The VarCharVector is comprised of two parts, as described in the Drill documentation:

  • A data vector which is a large buffer that contains all the column values concatenated together.
  • An offset vector which provides the start and end position of the value for each row.

So, to work with the VARCHAR value for a specific row, we need:

  • The buffer that holds all the values
  • The start position of the current value
  • The end position of the current value (from which we can compute the length as start - end)

VARCHAR Holder

Unsurprisingly, the above is exactly what the VarCharHolder provides:

public final class VarCharHolder implements ValueHolder{
    public int start;
    public int end;
    public DrillBuf buffer;

DrillBuf

The first two fields make sense, but what is a DrillBuf? Here is where Drill assumes that UDF writers are already familiar with Drill internals. The DrillBuf is an interface to a direct memory buffer. If you have downloaded Drill sources, and have set up a development environment, you can take a look at the DrillBuf source code since Drill provides no Javadoc for any of its APIs.

For our purposes, we will need the following methods when working with parameters:

  public byte getByte(int index);
  public ByteBuf getBytes(int index, byte[] dst);
  public ByteBuf getBytes(int index, byte[] dst, int dstIndex, int length);

The first methods allows us to work byte-by-byte. The second allows us to work with the entire value, such as when we wish to convert to strings (the length of the dst buffer says how many bytes to copy.) The last version is general purpose for when we need slightly more control.

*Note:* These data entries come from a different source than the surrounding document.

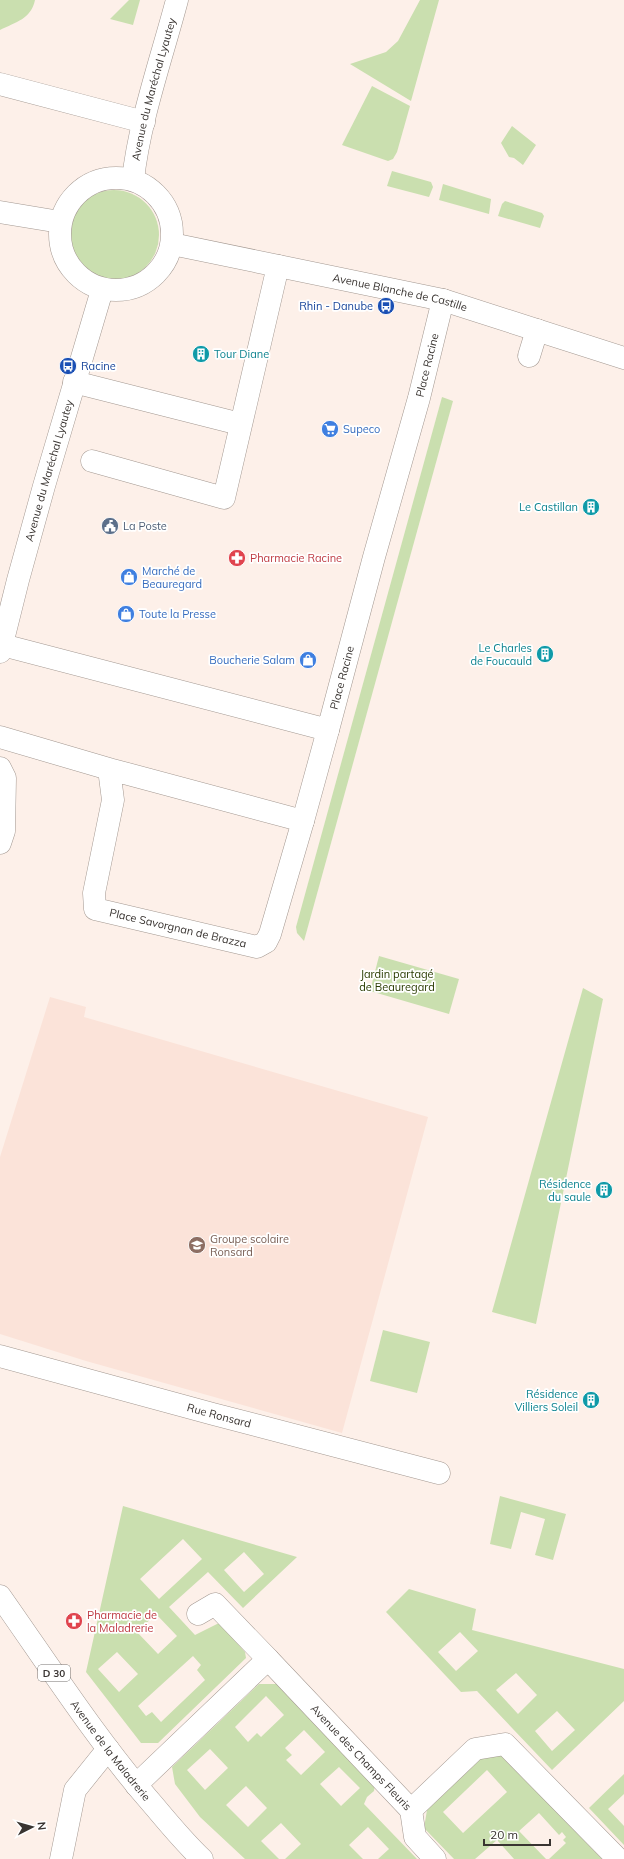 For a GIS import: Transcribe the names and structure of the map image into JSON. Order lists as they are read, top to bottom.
{
  "streets": {
    "street": [
      "Avenue du Maréchal Lyautey",
      "Avenue Blanche de Castille",
      "Place Racine",
      "Place Savorgnan de Brazza",
      "Rue Ronsard",
      "D 30",
      "Avenue de la Maladrerie",
      "Avenue des Champs Fleuris"
    ]
  },
  "crossings": [
    ["Avenue du Maréchal Lyautey", "Avenue Blanche de Castille"],
    ["Avenue Blanche de Castille", "Place Racine"],
    ["Place Racine", "Place Savorgnan de Brazza"]
  ],
  "parks": ["Jardin partagé de Beauregard"],
  "places": {
    "bus stop": ["Rhin - Danube", "Racine"],
    "building": [
      "Tour Diane",
      "Le Castillan",
      "Le Charles de Foucauld",
      "Résidence du saule",
      "Résidence Villiers Soleil"
    ],
    "supermarket": ["Supeco"],
    "public building": ["La Poste"],
    "pharmacy": ["Pharmacie Racine", "Pharmacie de la Maladrerie"],
    "shop": ["Marché de Beauregard", "Toute la Presse", "Boucherie Salam"],
    "school or university": ["Groupe scolaire Ronsard"]
  },
  "scale_bar": "20 m",
  "north": "right"
}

Example of a VARCHAR Parameter

Let's write two functions: one which counts letters using the single-byte subset of UTF-8 (AKA ASCII), the other which uses Unicode. These illustrate the two ways to work with VARCHAR data, and the pitfalls of working only with ASCII.

ASCII Version

Here is the ASCII (byte-oriented) version:

public class CountLettersFunctions {

  @FunctionTemplate(
      name = "countLettersAscii",
      scope = FunctionScope.SIMPLE,
      nulls = NullHandling.NULL_IF_NULL)

  public static class CountLettersAsciiFunction implements DrillSimpleFunc {
    @Param VarCharHolder input;
    @Output IntHolder output;

    @Override
    public void setup() { }

    @Override
    public void eval() {
      int len = input.end - input.start;
      output.value = 0;
      for (int i = 0; i < len; i++) {
        int c = (input.buffer.getByte(input.start + i) & 0xFF);
        if (Character.isAlphabetic(c)) {
          output.value++;
        }
      }
    }
  }
}

Note that we are using a handy trick: defining more than one function in a single Java file. Drill uses this technique frequently.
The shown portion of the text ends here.